I almost want to have a bi-weekly or monthly conversation with her. Almost like open forum. Sort of like "how do you think things are going" etc.. Honestly I think every married couple should have this. Could be 30 second conversation or hours depending on what is going on.
Either way I am still working on me. Reading through this ACOA book.
Have a new GAL activity with S. He is really liking skiing. Home life is really really good. We are like best friends again. She makes me tea at night and just talks with me.
I know you said it was drastic (and it was a quick flip) but it was almost 6 months of silent treatment from her. So not that quick.
So that guy she went out to dinner with over the summer called her yesterday. Sort of mutual friend but not really. She told me he called. That was nice that she felt she could tell me that.
We are heading on a family vacation for kids April break. This one I am really looking forward too.
Also, going back out to eat with college buddies next week. Going to try to make this a bi monthly tradition. It is really cool sleeping in master bedroom next to wife snore free. She really likes that. That has really had a huge impact on our marriage and relationship. Sleeping in sep rooms all those years and not by choice
"I almost want to have a bi-weekly or monthly conversation with her. Almost like open forum. Sort of like "how do you think things are going" etc.. Honestly I think every married couple should have this. Could be 30 second conversation or hours depending on what is going on."
DO NOT do this. All it does is drag out the bad feelings at this stage.
"I know you said it was drastic (and it was a quick flip) but it was almost 6 months of silent treatment from her. So not that quick."
Just over 2 weeks ago you were accusing her of flipping her phone, she was cursing you etc. Then for her to be nice? It was quick. Stop trying to justify it in your head. Remember, my W didn't talk for 2 years.
M-43 W-40 2D - 9 and 5
Emotion, yet peace. Ignorance, yet knowledge. Passion, yet serenity. Chaos, yet harmony. Death, yet a new life.
yes it was quick from that perspective. Again what she told a mutual friend/neighbor was that she is 100% committed to the marriage and will do whatever it takes to make it work. Of course I wish those words were spoke to me.

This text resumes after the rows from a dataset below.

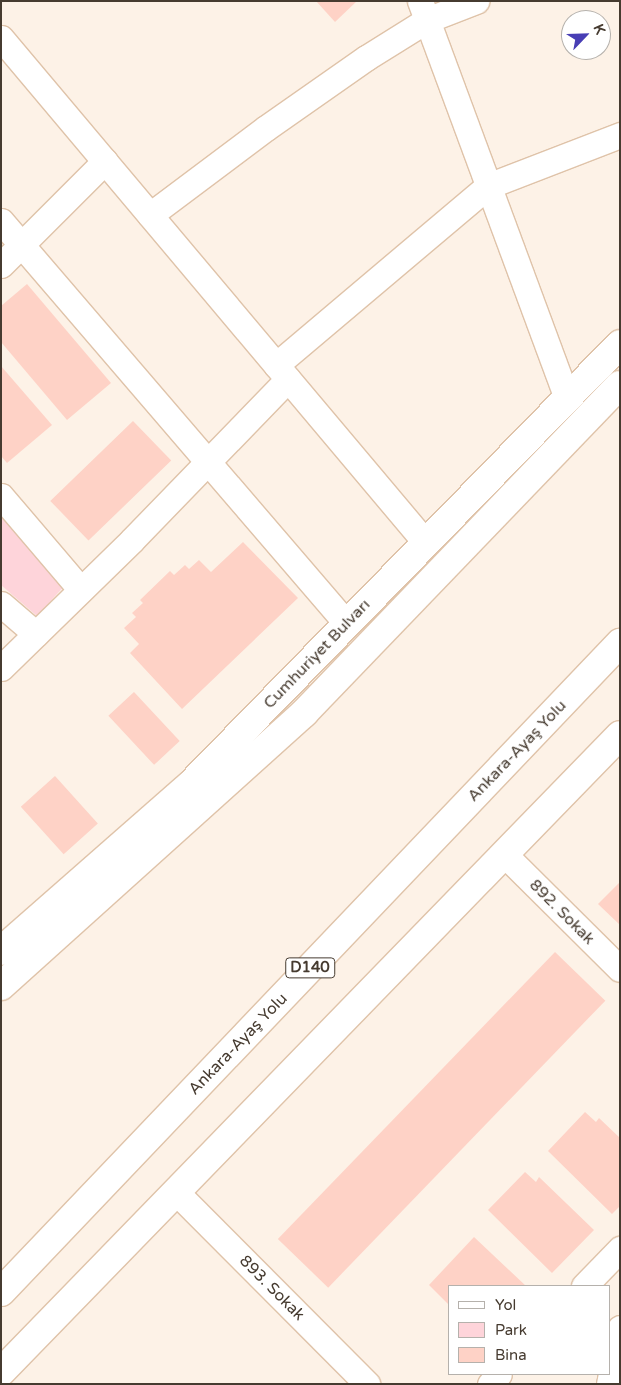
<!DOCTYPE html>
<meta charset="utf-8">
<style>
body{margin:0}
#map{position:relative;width:621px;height:1385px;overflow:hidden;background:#fdf2e7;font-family:"Varela Round",sans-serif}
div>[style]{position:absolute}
.green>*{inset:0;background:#fed4da}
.building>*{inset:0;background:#fed2c6;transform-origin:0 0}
.roads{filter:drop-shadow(1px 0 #dfc3a9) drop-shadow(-1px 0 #dfc3a9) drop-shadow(0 1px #dfc3a9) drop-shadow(0 -1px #dfc3a9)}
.minor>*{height:25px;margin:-12.5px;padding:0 12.5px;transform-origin:12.5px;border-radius:12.5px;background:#fff}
.secondary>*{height:28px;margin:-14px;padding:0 14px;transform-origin:14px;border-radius:14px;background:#fff}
.trunk>*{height:28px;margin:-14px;padding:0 14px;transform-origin:14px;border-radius:14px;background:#fff}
span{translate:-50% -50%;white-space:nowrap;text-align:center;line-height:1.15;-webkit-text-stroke:5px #fff;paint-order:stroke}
.shield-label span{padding:1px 4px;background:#fff;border:1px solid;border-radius:4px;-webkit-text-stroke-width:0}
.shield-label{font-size:15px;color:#463b30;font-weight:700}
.street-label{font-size:16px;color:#463b30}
.frame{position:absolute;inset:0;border:2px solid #463b30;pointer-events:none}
.legend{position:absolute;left:448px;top:1285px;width:162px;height:90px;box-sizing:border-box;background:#fff;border:1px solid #b5b1ac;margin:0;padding:6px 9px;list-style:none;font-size:15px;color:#463b30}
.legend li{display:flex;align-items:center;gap:10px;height:25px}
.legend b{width:25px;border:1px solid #b5b1ac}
.north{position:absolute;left:561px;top:10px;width:50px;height:50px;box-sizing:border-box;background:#fff;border:1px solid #b5b1ac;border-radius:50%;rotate:66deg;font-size:14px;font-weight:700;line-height:20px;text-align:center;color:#463b30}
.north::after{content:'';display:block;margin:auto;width:18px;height:22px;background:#483eb5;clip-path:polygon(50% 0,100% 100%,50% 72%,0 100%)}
</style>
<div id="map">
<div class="green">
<i style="clip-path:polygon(1px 508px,67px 583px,37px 616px,1px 585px)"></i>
</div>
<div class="building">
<i style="clip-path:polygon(316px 1px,357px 1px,335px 22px)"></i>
<i style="clip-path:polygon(27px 284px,111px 383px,67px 420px,1px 342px,1px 306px)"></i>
<i style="clip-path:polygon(1px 366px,52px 425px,7px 463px,1px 456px)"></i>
<i style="left:133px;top:421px;width:55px;height:115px;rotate:46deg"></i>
<i style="clip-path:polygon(243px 542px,298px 598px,182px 709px,130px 653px,139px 644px,124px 628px,136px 617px,132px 613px,143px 603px,140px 600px,170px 571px,174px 575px,185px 565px,189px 569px,199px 560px,211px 572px)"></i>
<i style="left:134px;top:692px;width:67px;height:35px;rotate:47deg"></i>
<i style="left:55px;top:776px;width:64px;height:46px;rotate:48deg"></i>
<i style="clip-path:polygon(620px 882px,620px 925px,598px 904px)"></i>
<i style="left:555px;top:952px;width:70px;height:399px;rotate:44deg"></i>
<i style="clip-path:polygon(585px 1112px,596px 1122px,599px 1118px,620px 1138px,620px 1206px,612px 1214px,548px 1151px)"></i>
<i style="clip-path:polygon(525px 1172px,536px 1182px,539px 1177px,594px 1230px,552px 1273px,488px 1210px)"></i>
<i style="clip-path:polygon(474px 1237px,526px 1286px,450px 1286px,450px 1306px,429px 1285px)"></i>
</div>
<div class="roads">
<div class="minor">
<i style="left:420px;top:1px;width:423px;rotate:69.7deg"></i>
<i style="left:1px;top:38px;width:660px;rotate:49.92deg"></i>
<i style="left:150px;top:215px;width:145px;rotate:-36.9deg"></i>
<i style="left:266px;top:128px;width:122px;rotate:-35deg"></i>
<i style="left:366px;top:58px;width:72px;rotate:-31.9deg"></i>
<i style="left:427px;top:20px;width:53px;rotate:-21.2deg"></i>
<i style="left:1px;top:221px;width:531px;rotate:49.35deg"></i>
<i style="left:1px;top:265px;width:147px;rotate:-45deg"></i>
<i style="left:276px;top:365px;width:277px;rotate:-40.2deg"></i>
<i style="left:488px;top:186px;width:142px;rotate:-21.1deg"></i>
<i style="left:1px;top:496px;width:123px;rotate:49.6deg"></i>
<i style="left:1px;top:604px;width:46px;rotate:40.6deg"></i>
<i style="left:1px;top:668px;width:183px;rotate:-44.3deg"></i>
<i style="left:132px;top:540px;width:224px;rotate:-45.9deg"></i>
<i style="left:504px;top:854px;width:163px;rotate:44.8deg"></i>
<i style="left:176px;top:1192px;width:271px;rotate:45.1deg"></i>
<i style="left:584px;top:1286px;width:52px;rotate:-45.8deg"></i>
<i style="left:490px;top:1384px;width:13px;rotate:-48deg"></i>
<i style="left:609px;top:1384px;width:57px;rotate:-78.9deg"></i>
</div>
<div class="secondary">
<i style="left:1px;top:951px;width:250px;rotate:-41.3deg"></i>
<i style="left:189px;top:786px;width:617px;rotate:-45.72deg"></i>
<i style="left:1px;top:986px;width:408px;rotate:-42deg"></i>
<i style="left:304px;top:713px;width:455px;rotate:-46.1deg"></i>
</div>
<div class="trunk">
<i style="left:1px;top:1292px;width:897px;rotate:-46.36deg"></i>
<i style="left:1px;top:1372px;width:888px;rotate:-45.82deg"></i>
</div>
</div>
<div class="shield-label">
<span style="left:310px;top:968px">D140</span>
</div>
<div class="street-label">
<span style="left:317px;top:654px;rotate:-46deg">Cumhuriyet Bulvarı</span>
<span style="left:517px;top:751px;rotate:-46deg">Ankara-Ayaş Yolu</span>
<span style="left:562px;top:912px;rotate:45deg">892. Sokak</span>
<span style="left:238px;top:1044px;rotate:-46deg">Ankara-Ayaş Yolu</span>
<span style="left:272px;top:1288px;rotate:45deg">893. Sokak</span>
</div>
<div class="frame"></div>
<ul class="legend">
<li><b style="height:6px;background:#fff"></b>Yol</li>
<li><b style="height:14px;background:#fed4da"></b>Park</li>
<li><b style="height:14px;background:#fed2c6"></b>Bina</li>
</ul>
<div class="north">K</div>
</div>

Thx B. At this point my action plan is to continue to work on me, attend EE, attend ACOA, and not bring up the past for now. No reason to flare up bad feelings at this point.
She did tell me last night she spoke with a few people over the last few months and that their situations were pretty bad. So I don't know. Maybe a switch went off telling her life isn't that bad. Who knows but right now my old W is back and I am going to do everything in my power to keep the positive "chi" flowing
Another great night with W. My D slept over grammies last night so we had a "peaceful" night with just me, w, and S. My daughter is 4 and lets just say she is a "talker"
Gave the W a long back massage. Very nice.
I forgot to take trash out today and she actually txt me joking about it lol. Keeping the positives going. My W seems to really be trying to be positive about everything in life which is great.
W went out to eat last night. She came home not feeling great. My W tends to blame the last thing she can remember on the way she feels.(typical anxiety) So last night it was the pizza crust from dinner or the chiro appointment from the a.m. I didn't really engage that much. Just tried to be sympathetic. Definitely 180 for me.
We both went to bed last night fairly late. 1130ish. She got an incoming txt at 1130. Another 180. I didn't even ask her. She usually tells me who it is from lately but last night she did not. I am hoping in the future she will be able to tell me even if it is a guy friend etc..Not worth discussing in my opinion based on all the positives. I figured I could have asked and if it was nobody then I look like an azz. If it was a guy friend it would be just akward so I decided to do nothing.
Our dog was diagnosed with liver cancer yesterday so it was a tough day at the house for all of us. We just put a dog down last easter.
One thing I do notice in which I am really trying to pay lots of attention to this time around. As things get more comfortable around the house you can tend to slip back to your NON gal ways. What I can see is you need to GAL the rest of your life. Gal in a healthy way. So that being said i schedule another dinner out with the boys next week. Plus taking son skiing on Sunday.
All is good. Just doing some journaling. I am looking for another counselor because my current counselor tried talking me into divorce
W told me who txt her at 1130 last night. Guess she needed some time to feel safe telling me. It was her guy friend who tried getting with her when we separated . He txt her condolences on our dog. Sure was nice that she told me . Glad I didn't ask her and gave her chance to tell me
Yeah I've left 3 counselors who all advocated divorce and 1 even gave me a lawyers card. If it wasn't for you guys my marriage would be long gone. We still not in the clear but doing better. I can see dbusting being life long experience.
To be honest not happy that guy txting her but glad she told me . I also feel we need to have a conversation about why the sudden change of heart. It was so quick it gives me anxiety thinking about it.
I have to learn to continue to give W space even when things are good. For example tonight she feels awful so I'm trying to keep kids out of her face. I also can sense she wants nothing to do with me so trying to honor that.